__TASK INSTRUCTIONS__: Restate word for word the opening line of the data below and every line after it until the line with "c.rotate((+turn || 0) * Math.PI / 180);", that line too, but not the pictures.
★ ★ ★ ★
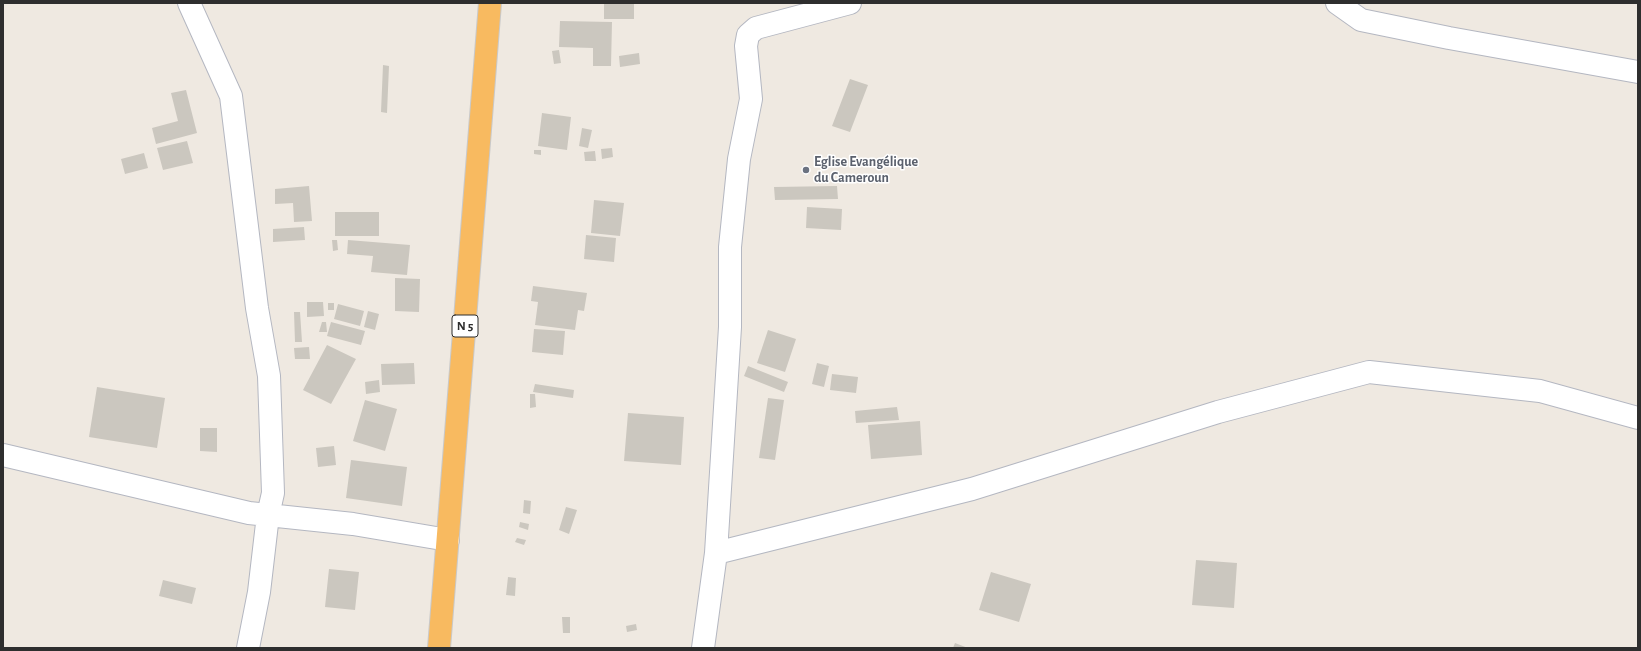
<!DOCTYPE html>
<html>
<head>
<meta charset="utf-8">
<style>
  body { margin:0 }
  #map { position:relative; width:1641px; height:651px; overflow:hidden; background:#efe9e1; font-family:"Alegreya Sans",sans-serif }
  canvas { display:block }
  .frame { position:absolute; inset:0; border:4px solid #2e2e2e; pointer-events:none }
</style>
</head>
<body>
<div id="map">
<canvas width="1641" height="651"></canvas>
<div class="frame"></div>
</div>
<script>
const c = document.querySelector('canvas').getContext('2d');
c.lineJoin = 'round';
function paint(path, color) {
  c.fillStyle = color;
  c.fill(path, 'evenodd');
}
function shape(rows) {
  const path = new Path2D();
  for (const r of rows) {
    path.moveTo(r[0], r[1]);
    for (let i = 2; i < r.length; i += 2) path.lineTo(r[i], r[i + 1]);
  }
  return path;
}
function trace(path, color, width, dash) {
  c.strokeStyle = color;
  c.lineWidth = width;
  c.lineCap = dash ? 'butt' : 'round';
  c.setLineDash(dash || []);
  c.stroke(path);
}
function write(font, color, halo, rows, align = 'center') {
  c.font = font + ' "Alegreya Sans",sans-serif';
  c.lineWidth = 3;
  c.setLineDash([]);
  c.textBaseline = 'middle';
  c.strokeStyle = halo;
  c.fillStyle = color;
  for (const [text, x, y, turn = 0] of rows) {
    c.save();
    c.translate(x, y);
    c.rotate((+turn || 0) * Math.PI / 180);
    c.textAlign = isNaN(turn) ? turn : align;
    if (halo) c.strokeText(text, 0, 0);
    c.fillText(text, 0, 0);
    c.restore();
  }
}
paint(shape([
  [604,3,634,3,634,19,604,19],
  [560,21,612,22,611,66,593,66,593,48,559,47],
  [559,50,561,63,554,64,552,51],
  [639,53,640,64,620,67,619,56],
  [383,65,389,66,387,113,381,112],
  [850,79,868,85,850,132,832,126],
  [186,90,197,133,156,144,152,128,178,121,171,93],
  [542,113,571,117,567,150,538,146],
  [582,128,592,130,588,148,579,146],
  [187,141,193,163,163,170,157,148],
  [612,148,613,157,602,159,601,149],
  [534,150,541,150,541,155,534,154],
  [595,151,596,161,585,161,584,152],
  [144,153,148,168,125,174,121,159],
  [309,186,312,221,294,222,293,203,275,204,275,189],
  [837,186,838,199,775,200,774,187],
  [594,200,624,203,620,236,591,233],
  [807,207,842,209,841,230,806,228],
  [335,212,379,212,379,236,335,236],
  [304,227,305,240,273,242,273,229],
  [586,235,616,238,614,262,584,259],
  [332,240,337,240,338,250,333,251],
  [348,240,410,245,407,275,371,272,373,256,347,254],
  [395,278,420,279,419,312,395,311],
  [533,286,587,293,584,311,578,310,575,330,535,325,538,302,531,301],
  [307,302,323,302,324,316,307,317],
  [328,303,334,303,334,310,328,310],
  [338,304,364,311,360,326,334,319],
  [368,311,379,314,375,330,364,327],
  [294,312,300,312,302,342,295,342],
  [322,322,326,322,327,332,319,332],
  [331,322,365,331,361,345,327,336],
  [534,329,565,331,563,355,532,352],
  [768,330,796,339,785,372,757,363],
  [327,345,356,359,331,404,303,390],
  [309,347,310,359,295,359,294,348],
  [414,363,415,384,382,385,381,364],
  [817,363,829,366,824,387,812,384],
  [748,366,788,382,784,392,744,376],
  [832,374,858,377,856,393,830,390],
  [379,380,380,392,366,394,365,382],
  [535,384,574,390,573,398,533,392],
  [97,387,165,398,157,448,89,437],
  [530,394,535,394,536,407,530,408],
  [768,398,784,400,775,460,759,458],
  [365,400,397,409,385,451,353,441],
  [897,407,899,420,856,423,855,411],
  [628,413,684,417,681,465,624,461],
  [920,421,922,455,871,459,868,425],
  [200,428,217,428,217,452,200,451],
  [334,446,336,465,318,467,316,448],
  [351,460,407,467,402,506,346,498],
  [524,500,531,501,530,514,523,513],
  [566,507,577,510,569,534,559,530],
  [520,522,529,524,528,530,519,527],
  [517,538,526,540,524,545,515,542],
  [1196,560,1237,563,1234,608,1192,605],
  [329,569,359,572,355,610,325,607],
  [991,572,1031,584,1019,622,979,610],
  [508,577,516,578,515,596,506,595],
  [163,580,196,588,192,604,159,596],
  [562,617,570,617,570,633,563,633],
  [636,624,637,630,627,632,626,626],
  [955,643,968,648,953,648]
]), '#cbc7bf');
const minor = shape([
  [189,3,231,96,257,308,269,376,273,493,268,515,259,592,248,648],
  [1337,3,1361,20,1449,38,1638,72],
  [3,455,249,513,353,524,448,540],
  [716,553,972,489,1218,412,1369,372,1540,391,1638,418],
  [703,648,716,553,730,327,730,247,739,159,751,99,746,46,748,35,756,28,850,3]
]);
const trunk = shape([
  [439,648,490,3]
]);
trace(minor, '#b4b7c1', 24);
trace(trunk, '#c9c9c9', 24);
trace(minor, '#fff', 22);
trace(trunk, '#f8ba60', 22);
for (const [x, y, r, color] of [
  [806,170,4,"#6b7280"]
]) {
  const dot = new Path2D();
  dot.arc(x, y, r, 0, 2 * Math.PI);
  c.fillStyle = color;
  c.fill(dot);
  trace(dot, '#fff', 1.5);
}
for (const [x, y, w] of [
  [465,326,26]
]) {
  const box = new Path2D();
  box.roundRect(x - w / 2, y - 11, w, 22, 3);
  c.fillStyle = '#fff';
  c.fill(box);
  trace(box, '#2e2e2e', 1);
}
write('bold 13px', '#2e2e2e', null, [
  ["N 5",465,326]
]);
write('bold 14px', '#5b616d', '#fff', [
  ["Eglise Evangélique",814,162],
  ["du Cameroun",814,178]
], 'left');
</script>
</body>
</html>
★ ★ ★ ★
__FINISHED EXERCISE__:
<!DOCTYPE html>
<html>
<head>
<meta charset="utf-8">
<style>
  body { margin:0 }
  #map { position:relative; width:1641px; height:651px; overflow:hidden; background:#efe9e1; font-family:"Alegreya Sans",sans-serif }
  canvas { display:block }
  .frame { position:absolute; inset:0; border:4px solid #2e2e2e; pointer-events:none }
</style>
</head>
<body>
<div id="map">
<canvas width="1641" height="651"></canvas>
<div class="frame"></div>
</div>
<script>
const c = document.querySelector('canvas').getContext('2d');
c.lineJoin = 'round';
function paint(path, color) {
  c.fillStyle = color;
  c.fill(path, 'evenodd');
}
function shape(rows) {
  const path = new Path2D();
  for (const r of rows) {
    path.moveTo(r[0], r[1]);
    for (let i = 2; i < r.length; i += 2) path.lineTo(r[i], r[i + 1]);
  }
  return path;
}
function trace(path, color, width, dash) {
  c.strokeStyle = color;
  c.lineWidth = width;
  c.lineCap = dash ? 'butt' : 'round';
  c.setLineDash(dash || []);
  c.stroke(path);
}
function write(font, color, halo, rows, align = 'center') {
  c.font = font + ' "Alegreya Sans",sans-serif';
  c.lineWidth = 3;
  c.setLineDash([]);
  c.textBaseline = 'middle';
  c.strokeStyle = halo;
  c.fillStyle = color;
  for (const [text, x, y, turn = 0] of rows) {
    c.save();
    c.translate(x, y);
    c.rotate((+turn || 0) * Math.PI / 180);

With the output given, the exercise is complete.